Which lines below hold the word "canvas"? Report each one.
..........
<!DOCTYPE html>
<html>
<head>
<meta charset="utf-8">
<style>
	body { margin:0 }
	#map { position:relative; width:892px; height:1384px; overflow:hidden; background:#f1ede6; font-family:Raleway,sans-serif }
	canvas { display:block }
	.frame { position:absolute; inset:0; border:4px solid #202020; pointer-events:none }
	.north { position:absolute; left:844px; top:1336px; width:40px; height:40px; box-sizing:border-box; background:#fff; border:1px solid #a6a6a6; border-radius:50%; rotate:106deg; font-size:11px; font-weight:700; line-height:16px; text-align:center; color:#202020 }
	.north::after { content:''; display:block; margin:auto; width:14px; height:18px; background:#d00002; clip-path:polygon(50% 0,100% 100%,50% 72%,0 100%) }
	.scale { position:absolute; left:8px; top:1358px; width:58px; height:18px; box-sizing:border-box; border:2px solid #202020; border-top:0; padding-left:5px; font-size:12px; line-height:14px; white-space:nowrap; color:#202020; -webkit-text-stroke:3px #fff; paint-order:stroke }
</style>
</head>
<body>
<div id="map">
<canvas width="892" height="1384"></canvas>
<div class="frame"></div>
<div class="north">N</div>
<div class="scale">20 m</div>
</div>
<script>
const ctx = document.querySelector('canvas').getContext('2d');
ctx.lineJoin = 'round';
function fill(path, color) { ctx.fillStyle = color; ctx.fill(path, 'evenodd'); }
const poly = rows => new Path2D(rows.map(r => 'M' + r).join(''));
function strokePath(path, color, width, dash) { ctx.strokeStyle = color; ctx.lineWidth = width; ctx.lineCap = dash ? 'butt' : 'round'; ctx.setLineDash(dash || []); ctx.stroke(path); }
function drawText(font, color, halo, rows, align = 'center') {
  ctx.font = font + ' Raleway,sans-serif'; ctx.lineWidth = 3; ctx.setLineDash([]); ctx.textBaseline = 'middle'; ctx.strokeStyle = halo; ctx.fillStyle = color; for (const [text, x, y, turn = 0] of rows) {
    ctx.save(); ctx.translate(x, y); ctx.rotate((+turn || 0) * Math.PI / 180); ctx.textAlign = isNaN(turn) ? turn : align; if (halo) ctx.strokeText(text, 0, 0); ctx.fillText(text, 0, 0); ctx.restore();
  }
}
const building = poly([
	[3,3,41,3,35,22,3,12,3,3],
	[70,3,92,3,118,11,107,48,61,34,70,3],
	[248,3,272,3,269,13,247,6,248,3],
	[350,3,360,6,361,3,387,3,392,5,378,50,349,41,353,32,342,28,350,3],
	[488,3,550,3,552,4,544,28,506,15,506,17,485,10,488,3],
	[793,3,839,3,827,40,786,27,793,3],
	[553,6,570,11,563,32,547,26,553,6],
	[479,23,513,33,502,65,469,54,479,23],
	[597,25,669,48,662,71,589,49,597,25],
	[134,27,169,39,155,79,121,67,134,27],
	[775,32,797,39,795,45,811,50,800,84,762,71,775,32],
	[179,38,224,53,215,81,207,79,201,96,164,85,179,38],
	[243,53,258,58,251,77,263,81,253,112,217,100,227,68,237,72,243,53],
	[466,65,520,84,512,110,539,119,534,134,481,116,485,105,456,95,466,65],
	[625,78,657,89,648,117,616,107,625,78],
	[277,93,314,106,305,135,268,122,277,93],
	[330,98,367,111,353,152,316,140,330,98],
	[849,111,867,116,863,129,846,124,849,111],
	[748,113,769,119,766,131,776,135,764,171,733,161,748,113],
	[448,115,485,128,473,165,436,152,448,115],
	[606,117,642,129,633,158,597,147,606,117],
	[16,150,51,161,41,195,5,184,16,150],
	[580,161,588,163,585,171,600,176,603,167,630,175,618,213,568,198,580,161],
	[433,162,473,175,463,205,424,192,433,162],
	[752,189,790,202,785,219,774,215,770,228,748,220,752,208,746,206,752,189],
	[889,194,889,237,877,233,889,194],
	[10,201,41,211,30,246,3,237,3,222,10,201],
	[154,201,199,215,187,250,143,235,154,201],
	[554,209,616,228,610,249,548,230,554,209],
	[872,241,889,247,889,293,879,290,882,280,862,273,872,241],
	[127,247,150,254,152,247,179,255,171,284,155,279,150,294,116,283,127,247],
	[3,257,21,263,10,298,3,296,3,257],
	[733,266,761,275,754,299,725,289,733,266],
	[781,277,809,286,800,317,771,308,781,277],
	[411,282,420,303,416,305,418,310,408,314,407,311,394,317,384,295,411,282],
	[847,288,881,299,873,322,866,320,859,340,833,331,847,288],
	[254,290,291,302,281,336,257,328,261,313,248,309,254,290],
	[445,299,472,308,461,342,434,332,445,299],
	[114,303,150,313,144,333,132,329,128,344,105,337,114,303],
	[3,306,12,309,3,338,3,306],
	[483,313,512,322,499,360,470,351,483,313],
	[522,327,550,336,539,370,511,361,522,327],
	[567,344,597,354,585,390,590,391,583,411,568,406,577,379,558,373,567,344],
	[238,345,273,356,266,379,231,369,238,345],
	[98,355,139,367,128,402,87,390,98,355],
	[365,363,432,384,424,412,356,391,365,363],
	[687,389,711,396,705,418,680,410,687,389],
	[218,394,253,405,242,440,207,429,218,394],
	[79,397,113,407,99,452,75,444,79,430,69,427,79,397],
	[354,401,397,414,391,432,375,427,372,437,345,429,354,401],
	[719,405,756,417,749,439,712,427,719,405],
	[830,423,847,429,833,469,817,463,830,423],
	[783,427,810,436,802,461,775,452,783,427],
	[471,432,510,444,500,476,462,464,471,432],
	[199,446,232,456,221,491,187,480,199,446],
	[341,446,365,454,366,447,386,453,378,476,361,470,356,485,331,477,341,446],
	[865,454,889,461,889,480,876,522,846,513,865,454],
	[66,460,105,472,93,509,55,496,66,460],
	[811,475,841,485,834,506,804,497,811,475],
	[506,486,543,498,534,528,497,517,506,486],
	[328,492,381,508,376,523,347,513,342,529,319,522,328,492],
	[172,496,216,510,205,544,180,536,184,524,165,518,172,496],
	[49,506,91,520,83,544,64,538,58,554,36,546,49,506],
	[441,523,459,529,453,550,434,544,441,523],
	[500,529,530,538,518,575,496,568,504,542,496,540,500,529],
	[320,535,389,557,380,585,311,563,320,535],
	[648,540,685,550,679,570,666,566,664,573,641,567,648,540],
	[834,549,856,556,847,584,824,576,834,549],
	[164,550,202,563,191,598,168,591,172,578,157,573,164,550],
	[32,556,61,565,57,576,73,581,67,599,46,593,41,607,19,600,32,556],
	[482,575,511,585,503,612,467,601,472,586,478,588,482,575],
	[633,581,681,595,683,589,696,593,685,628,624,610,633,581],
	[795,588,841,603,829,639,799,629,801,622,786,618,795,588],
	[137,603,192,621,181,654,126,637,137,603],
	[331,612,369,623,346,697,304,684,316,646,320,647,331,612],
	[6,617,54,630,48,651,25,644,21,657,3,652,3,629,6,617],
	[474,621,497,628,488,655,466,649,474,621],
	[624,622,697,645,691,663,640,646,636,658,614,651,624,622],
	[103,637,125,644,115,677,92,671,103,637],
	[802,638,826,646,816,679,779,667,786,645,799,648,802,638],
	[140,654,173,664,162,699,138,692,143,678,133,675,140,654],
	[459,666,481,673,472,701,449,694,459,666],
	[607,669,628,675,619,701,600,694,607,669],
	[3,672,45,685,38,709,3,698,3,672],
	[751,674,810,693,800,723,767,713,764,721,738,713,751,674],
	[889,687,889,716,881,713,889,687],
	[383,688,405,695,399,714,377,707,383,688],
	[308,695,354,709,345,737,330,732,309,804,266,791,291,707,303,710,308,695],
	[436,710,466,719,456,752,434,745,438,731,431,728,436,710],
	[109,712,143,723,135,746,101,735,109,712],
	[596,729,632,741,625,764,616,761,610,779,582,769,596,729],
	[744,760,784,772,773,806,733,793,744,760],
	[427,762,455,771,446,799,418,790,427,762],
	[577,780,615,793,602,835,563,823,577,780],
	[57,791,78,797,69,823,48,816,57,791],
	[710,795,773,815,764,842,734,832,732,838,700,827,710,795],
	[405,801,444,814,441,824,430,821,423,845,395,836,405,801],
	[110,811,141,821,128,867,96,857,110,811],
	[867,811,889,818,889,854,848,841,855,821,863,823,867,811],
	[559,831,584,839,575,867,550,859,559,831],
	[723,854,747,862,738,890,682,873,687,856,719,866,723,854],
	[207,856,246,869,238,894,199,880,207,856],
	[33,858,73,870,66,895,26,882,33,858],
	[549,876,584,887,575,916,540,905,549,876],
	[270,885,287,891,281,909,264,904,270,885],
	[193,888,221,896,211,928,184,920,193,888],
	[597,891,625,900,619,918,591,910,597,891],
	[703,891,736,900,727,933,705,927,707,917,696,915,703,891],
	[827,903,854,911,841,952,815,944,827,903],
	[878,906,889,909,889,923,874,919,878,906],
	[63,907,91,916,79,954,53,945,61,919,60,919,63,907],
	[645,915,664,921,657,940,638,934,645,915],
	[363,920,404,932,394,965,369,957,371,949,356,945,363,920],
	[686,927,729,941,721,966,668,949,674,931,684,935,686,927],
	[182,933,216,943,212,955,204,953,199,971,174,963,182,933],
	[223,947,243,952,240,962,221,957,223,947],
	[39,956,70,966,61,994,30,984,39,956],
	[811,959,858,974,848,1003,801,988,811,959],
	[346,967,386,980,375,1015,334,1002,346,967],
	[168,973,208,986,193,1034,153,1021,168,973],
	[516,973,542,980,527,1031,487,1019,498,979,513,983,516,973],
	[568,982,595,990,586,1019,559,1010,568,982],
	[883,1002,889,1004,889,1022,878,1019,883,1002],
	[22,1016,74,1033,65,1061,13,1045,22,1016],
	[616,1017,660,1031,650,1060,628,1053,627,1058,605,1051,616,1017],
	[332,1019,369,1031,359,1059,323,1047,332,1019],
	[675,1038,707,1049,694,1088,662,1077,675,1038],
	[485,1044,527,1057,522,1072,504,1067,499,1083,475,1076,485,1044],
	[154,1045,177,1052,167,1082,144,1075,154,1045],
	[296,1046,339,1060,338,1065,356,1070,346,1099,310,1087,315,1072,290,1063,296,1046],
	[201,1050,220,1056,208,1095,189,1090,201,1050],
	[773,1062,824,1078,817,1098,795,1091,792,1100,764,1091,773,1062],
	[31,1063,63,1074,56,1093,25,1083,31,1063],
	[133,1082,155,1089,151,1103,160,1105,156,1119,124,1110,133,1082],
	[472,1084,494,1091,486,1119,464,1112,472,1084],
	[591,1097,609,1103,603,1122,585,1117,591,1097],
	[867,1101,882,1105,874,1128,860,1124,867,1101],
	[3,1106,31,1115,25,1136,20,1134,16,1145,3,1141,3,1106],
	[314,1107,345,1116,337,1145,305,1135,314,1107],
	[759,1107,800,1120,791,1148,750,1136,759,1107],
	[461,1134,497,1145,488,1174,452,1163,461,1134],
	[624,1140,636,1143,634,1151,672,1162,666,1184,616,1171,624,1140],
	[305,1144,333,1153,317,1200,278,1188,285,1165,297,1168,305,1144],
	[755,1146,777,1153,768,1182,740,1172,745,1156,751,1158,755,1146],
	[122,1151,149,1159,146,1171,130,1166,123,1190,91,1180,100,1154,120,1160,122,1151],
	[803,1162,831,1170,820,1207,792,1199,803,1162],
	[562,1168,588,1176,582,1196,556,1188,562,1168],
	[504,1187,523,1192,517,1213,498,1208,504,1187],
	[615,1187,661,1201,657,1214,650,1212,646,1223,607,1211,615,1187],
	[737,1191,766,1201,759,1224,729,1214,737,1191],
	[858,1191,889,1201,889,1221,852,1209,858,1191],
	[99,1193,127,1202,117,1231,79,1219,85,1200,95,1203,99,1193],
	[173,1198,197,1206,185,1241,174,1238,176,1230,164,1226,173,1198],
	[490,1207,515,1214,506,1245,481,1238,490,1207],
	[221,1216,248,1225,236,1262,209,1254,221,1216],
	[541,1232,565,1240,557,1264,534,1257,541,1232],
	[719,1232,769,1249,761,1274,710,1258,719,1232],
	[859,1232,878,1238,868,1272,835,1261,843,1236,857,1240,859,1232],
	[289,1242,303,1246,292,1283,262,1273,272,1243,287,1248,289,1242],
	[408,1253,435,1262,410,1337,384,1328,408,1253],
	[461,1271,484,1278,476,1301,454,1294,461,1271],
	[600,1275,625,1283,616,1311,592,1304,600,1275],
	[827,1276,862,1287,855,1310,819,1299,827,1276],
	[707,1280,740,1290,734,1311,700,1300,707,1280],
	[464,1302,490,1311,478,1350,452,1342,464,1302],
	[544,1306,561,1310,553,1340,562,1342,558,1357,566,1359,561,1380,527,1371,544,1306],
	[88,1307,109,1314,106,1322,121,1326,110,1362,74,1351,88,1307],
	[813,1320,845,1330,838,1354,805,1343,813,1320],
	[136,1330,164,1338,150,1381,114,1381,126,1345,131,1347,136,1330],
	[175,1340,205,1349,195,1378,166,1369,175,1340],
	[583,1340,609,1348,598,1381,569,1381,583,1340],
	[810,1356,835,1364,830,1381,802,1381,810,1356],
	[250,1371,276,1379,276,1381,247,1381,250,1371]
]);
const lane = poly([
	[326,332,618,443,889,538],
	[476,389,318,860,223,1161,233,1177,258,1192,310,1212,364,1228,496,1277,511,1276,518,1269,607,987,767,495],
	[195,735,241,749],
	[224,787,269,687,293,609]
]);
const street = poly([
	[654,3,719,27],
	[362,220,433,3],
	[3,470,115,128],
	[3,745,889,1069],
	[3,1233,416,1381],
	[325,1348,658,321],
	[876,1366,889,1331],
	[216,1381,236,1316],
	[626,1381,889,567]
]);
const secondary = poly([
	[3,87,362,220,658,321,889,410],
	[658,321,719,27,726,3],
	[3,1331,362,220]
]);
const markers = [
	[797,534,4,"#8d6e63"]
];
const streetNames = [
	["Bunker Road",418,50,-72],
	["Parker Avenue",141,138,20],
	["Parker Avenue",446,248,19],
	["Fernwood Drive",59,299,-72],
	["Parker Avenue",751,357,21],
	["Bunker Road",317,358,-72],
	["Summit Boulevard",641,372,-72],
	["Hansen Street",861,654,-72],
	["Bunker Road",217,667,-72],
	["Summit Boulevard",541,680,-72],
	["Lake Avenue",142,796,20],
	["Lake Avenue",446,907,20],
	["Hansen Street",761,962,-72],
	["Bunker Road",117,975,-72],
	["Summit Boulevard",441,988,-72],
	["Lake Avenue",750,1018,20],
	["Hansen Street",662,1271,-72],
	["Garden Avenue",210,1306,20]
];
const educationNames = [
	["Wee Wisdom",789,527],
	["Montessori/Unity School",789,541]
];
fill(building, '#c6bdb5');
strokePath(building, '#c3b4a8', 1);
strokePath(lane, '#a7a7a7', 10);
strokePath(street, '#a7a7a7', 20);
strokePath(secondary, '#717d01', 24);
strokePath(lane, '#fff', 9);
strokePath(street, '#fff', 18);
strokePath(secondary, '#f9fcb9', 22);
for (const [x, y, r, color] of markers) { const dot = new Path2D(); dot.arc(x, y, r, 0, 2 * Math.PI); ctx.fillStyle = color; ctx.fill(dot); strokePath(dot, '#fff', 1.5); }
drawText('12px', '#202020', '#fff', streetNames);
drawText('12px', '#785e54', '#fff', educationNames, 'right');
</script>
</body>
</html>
..........
> _TASK SOLUTION_:
	canvas { display:block }
<canvas width="892" height="1384"></canvas>
const ctx = document.querySelector('canvas').getContext('2d');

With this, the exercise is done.